WHAT YOU WILL DO →
In the records below, find each line with the word "bubble" and copy it.

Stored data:
********************

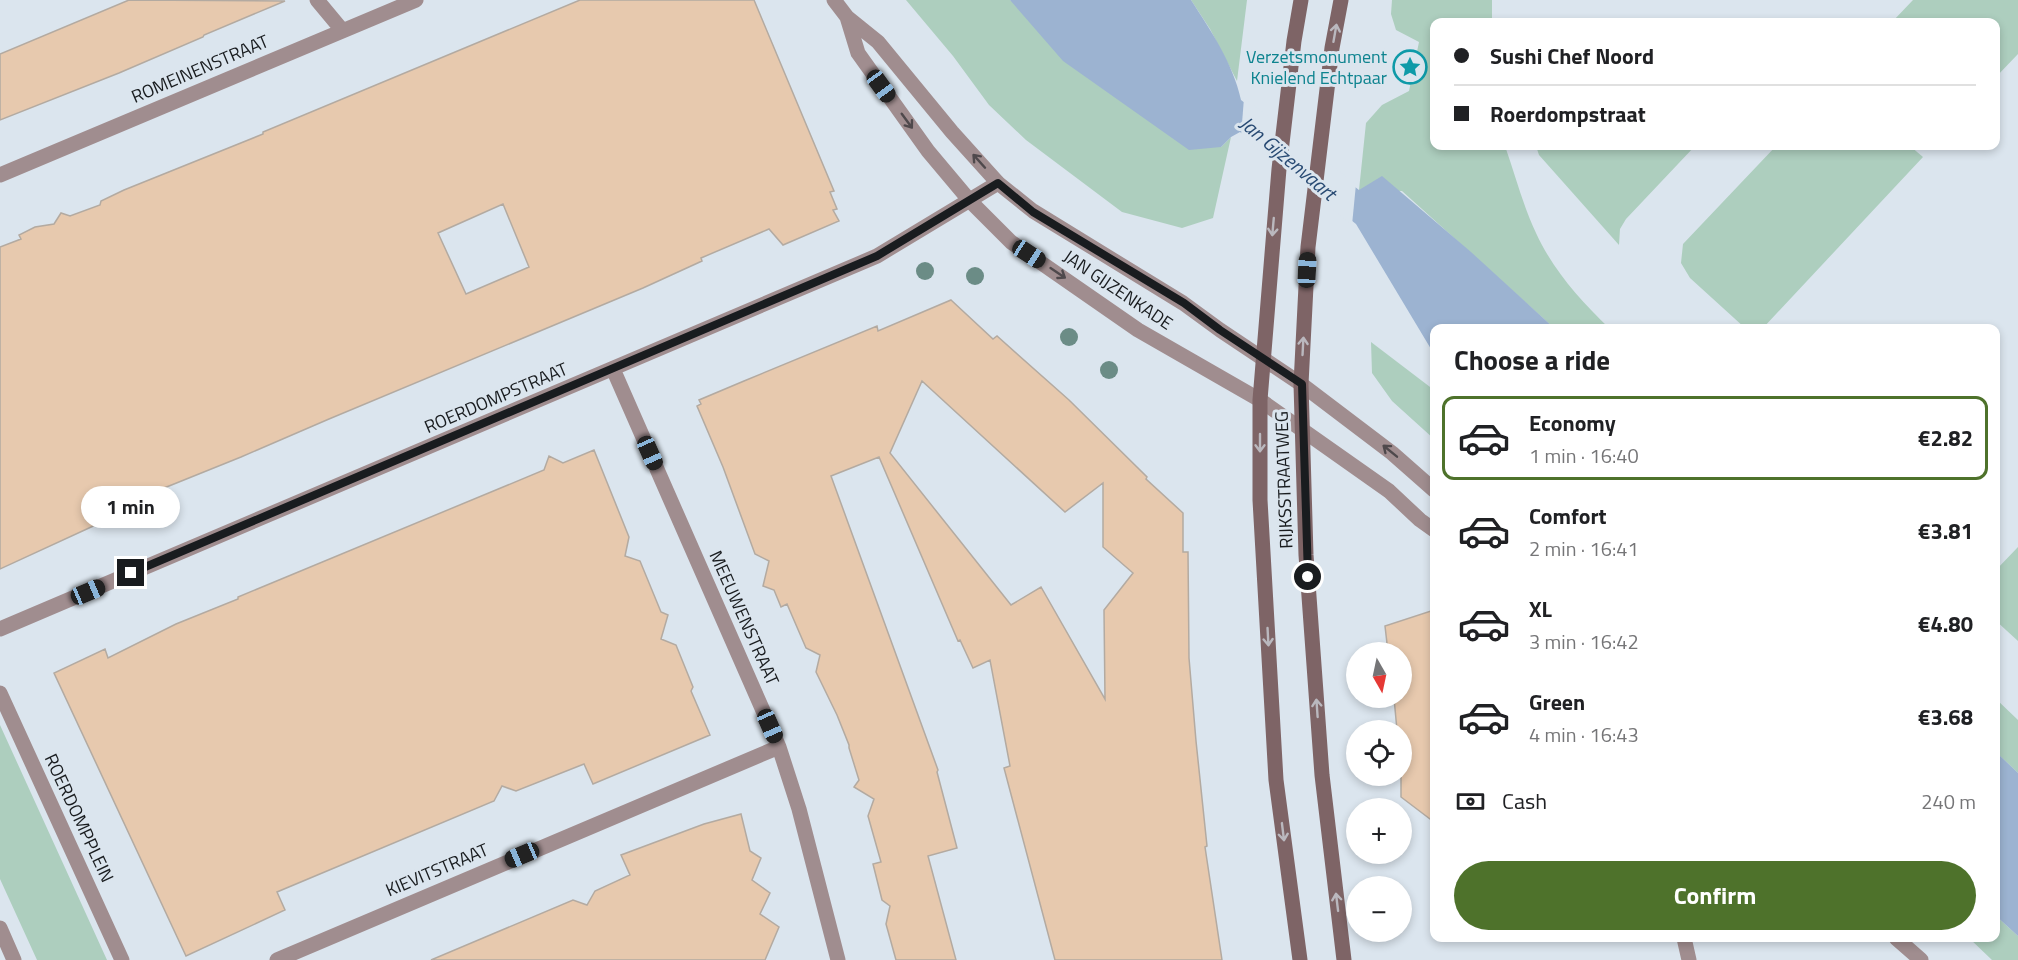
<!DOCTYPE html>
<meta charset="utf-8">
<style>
:root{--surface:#fff;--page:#f6f6f6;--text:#202124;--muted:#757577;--line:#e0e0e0;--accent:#4e722b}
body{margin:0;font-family:"Titillium Web",sans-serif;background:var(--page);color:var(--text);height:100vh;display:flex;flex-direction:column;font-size:22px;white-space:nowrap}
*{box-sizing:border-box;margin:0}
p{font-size:20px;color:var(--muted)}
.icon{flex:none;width:33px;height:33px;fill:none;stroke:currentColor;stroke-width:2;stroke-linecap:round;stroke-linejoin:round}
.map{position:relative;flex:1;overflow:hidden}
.panel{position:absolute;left:1430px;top:324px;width:570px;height:618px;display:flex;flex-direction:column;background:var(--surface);border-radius:12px;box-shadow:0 3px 9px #0003}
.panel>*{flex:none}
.top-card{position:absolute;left:1430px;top:18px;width:570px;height:132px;border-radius:12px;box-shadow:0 3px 9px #0003;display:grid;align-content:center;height:132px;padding:0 24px;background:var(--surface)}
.needle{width:39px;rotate:171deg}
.buttons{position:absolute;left:1346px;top:642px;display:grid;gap:12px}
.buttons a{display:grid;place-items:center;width:66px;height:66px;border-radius:50%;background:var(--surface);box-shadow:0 3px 9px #0003;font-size:30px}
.end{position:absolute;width:27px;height:27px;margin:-14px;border:8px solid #191c1f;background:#fff;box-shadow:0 0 0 3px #fff}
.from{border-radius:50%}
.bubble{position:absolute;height:42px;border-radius:21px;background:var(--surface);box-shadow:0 3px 9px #0003;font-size:20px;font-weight:700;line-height:42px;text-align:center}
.car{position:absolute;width:18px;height:36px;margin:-18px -9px;border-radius:8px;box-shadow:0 0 4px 2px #0007;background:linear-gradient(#222 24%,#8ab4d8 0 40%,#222 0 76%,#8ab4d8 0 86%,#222 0)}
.top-card b{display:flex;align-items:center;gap:21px;height:57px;font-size:22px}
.top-card b+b{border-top:2px solid var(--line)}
.top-card i{width:15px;height:15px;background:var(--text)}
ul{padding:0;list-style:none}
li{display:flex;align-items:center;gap:18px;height:84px;margin:0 12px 9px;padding:0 12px;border:3px solid transparent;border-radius:12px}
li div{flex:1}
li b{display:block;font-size:22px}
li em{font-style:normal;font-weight:700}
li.current{border-color:var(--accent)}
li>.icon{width:54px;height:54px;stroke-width:1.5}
h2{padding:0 24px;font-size:27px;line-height:72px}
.pay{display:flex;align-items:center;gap:15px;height:66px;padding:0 24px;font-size:22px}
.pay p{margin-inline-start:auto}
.primary-button{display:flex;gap:12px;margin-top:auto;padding:12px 24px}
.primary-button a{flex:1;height:69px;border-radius:36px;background:var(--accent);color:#fff;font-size:24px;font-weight:700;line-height:69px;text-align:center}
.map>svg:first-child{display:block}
</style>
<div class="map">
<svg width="2018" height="960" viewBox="0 0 2018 960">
<rect width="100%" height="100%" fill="#dbe5ee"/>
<path fill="#adcebe" d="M906,0H1010L1221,147L1231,137L1213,218L1182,228L1122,212L1026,140L989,105L953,56Z
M1191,0H1247L1237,81L1210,29Z
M1392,0H1492V22H1434V146H1505C1515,174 1523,206 1536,233C1553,270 1580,300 1609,328H1554L1402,191L1359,190L1366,123L1382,105L1409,91L1419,42L1396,30L1391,14Z
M1913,0H2018V54L1995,78V22H1892Z
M1536,146H1695L1626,219L1620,229L1619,245L1539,155Z
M1776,146H1910L1923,157L1763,328H1745L1690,278L1681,263L1683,244Z
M1371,342L1434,390V439L1392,401L1372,373Z
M2018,547V641L1995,620V571Z
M1995,698L2018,720V773L1995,751Z
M0,725L107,960H37L0,879Z
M1995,915L2018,936V960H1992L1969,938H1995Z"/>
<path fill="#9cb3d1" d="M1010,0H1191C1211,31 1233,63 1241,100L1359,190L1382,176L1471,252L1554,328H1434V354L1356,224L1240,132L1231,137L1221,147L1189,150L1063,61Z
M1995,751L2018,773V936L1995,915Z"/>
<path fill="#dbe5ee" d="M1244,98L1356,184L1352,225L1241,136Z"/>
<path fill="#e7c9ae" stroke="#b3aaa1" stroke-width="1.5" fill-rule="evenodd" d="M129,0L285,1L204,35L203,37L119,73L0,120V54Z
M580,0H754L834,191L830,192L837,209L833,210L839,221L783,245L769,229L701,258L702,261L643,288L329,419L241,457L112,509L115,516L0,569V247L21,239L19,235L35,227L54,224L61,213L70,216L100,205L101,201L124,190L263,134V132ZM503,204L529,267L466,294L438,233Z
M951,300L993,339L997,336L1069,400L1147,477L1146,479L1183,513V552H1188L1189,658L1196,741L1207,846L1205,847L1222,960H1055L1004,768L1010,766L990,660L973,668L960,640L958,641L879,457L831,476L938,770L937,772L957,848L928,856L956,960H896L886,924L890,906L882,900L873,864L881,862L868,816L874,799L854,787L859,780L849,748V745L837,715L816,672L820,655L806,648L787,604L781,607L774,590L763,586L769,561L755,554L723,467L697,406L701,404L699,400L744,381L877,326L878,331ZM922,381L1065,512L1103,483V547L1133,573L1104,610L1105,699L1041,587L1011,605L890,453Z
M594,450L629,537L625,556L640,561L661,612L668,615L661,639L676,645L693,687L691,691L710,735L593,784L584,764L516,791L502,786L494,801L277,892L285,910L186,956L54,673L105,649L108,658L176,624L238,599V597L544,470L549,456L563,463Z
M1434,610V822L1401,797V730H1397L1394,698H1401V652H1388L1385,626Z
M741,814L750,851L761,858L752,880L770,893L760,914L779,927L765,960H431L573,900L587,905L595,891L630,875L621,855L704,824Z"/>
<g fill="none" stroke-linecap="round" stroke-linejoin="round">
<path stroke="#a08d8f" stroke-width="15" d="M317,0L342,30
M0,175L416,0
M613,369L779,747L799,809L838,960
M0,629L877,256L998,183
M0,693L122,960
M0,928L14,960
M1684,938L1689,960
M277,960L779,747"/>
<path stroke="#a08d8f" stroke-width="15" d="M834,0L847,17L878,42L952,132L998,183L1033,211L1183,303L1220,330L1301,384L1392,453L1434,490
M847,17L858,53L928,151L970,201L1011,242L1138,330L1260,400L1389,491L1420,520L1434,530
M1896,938L1921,960"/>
<path stroke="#7e6466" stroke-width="15" d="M1341,0L1332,48L1308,247L1301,384L1306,555L1322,775L1344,960
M1300,960L1276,780L1260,500V400L1279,169L1294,41L1301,0"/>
</g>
<g fill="#6b8c86">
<circle cx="925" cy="271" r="9"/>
<circle cx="975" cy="276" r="9"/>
<circle cx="1069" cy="337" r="9"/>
<circle cx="1109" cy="370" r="9"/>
</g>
<defs><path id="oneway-shaft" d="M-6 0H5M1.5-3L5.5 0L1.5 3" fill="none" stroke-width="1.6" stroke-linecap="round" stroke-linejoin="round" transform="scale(1.5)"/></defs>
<g stroke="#bab8be">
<use href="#oneway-shaft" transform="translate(1335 33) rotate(-80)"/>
<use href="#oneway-shaft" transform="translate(1273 227) rotate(95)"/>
<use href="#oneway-shaft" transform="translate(1303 346) rotate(-87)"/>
<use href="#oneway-shaft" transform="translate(1260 443) rotate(90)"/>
<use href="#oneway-shaft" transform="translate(1268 637) rotate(87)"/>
<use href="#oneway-shaft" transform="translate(1317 708) rotate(-94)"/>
<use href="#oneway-shaft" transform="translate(1283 832) rotate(83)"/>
<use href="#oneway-shaft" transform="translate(1337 902) rotate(-97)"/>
</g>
<g stroke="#4f494c">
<use href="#oneway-shaft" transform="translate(907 121) rotate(54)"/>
<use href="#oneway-shaft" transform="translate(979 161) rotate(-132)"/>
<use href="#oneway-shaft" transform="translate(1058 273) rotate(34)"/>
<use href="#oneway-shaft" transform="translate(1390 451) rotate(-141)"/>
</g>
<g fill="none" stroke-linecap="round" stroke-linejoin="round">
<path stroke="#191c1f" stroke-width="8" d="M131,573L877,256L998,183L1033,212L1184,303L1220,330L1302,384L1308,577"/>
</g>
<defs>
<symbol id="sight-ring" viewBox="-11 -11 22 22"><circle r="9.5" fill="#dbe5ee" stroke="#0f9aa8" stroke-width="1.5"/><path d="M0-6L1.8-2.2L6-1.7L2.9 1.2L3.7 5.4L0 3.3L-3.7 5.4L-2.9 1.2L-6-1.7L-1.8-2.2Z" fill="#0f9aa8"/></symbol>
</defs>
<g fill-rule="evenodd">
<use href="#sight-ring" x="1391" y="48" width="38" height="38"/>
</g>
<g text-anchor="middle" stroke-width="6" stroke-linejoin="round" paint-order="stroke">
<g font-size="18" fill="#0d838f" stroke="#dbe5ee" text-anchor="end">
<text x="1387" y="63">Verzetsmonument<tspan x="1387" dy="21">Knielend Echtpaar</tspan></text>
</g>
<g font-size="18" fill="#191c1f" stroke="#dbe5ee">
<text transform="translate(200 69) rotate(-23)" y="6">ROMEINENSTRAAT</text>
<text transform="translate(1118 290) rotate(34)" y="6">JAN GIJZENKADE</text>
<text transform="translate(496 398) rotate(-23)" y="6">ROERDOMPSTRAAT</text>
<text transform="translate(1284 480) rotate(-92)" y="6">RIJKSSTRAATWEG</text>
<text transform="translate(744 618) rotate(66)" y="6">MEEUWENSTRAAT</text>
<text transform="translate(79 818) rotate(65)" y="6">ROERDOMPPLEIN</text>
<text transform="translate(437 870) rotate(-23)" y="6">KIEVITSTRAAT</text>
</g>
<g font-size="20" font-style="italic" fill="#284a73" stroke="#dbe5ee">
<text transform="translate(1288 158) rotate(40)" y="7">Jan Gijzenvaart</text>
</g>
</g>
</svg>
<div class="buttons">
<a><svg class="needle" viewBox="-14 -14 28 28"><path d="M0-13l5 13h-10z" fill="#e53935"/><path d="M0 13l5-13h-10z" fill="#757577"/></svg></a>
<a><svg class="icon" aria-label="locate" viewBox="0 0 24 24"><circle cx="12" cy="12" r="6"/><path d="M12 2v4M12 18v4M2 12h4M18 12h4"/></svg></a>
<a>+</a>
<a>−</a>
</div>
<i class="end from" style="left:1308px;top:577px"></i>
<i class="end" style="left:131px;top:573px"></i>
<div class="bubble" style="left:81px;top:486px;width:99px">1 min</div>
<i class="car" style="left:881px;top:86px;rotate:144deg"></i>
<i class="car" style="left:1029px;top:254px;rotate:123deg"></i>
<i class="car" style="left:1307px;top:270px;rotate:3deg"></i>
<i class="car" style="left:650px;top:453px;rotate:156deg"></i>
<i class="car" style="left:88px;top:592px;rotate:67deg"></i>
<i class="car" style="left:770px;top:726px;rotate:156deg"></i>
<i class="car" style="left:522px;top:855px;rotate:247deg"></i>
<div class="top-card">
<b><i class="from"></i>Sushi Chef Noord</b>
<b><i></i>Roerdompstraat</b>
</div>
<section class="panel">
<h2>Choose a ride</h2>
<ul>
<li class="current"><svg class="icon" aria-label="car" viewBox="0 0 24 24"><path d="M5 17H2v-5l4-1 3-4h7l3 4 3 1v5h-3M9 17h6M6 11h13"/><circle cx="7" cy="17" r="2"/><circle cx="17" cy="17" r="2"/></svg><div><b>Economy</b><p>1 min · 16:40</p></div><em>€2.82</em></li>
<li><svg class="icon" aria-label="car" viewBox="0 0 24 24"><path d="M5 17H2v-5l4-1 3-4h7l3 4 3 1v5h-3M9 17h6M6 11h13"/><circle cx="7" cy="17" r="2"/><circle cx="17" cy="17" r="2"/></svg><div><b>Comfort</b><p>2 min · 16:41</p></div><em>€3.81</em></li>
<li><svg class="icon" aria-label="car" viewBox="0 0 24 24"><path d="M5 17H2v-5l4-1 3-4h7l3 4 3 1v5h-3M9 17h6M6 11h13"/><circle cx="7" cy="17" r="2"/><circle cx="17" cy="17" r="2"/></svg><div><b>XL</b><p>3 min · 16:42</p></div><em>€4.80</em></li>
<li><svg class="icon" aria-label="car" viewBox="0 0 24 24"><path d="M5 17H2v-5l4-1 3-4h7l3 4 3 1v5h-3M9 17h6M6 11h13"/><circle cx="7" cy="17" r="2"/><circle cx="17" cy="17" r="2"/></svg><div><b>Green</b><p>4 min · 16:43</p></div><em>€3.68</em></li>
</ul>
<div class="pay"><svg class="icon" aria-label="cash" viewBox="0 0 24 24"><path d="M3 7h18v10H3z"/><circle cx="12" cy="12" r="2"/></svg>Cash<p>240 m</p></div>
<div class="primary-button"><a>Confirm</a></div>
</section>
</div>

********************

SOLUTION FOR THIS TASK →
.bubble{position:absolute;height:42px;border-radius:21px;background:var(--surface);box-shadow:0 3px 9px #0003;font-size:20px;font-weight:700;line-height:42px;text-align:center}
<div class="bubble" style="left:81px;top:486px;width:99px">1 min</div>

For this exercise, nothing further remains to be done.